> Required action:
Please find every line in the records below that contains the word "value", and copy it.

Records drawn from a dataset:
▼

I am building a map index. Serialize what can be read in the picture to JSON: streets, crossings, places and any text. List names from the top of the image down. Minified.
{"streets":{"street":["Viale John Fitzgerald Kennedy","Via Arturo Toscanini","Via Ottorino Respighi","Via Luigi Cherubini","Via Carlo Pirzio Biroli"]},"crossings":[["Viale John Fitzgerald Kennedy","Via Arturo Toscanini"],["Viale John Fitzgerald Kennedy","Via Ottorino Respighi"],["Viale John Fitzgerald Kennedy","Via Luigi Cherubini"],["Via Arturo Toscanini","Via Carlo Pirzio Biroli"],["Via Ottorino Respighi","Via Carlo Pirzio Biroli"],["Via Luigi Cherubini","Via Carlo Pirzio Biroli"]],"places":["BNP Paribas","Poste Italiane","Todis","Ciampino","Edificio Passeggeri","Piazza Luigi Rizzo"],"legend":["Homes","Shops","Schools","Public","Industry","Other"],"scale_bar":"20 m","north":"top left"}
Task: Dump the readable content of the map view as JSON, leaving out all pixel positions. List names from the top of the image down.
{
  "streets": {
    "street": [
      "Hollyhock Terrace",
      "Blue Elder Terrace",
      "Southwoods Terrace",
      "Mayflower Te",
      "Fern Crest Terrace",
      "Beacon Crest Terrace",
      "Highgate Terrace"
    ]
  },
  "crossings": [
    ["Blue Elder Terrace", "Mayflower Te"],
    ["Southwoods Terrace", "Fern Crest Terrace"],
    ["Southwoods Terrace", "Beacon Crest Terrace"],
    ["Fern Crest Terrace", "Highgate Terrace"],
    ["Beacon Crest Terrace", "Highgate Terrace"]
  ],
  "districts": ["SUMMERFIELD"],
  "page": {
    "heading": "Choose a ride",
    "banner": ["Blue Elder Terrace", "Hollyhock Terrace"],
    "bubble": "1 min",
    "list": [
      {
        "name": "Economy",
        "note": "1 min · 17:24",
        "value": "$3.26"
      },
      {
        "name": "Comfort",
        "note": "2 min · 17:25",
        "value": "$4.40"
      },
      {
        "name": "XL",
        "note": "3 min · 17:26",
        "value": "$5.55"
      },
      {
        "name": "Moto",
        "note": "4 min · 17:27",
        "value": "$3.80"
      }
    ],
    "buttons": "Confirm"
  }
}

▲

> Result:
        "value": "$3.26"
        "value": "$4.40"
        "value": "$5.55"
        "value": "$3.80"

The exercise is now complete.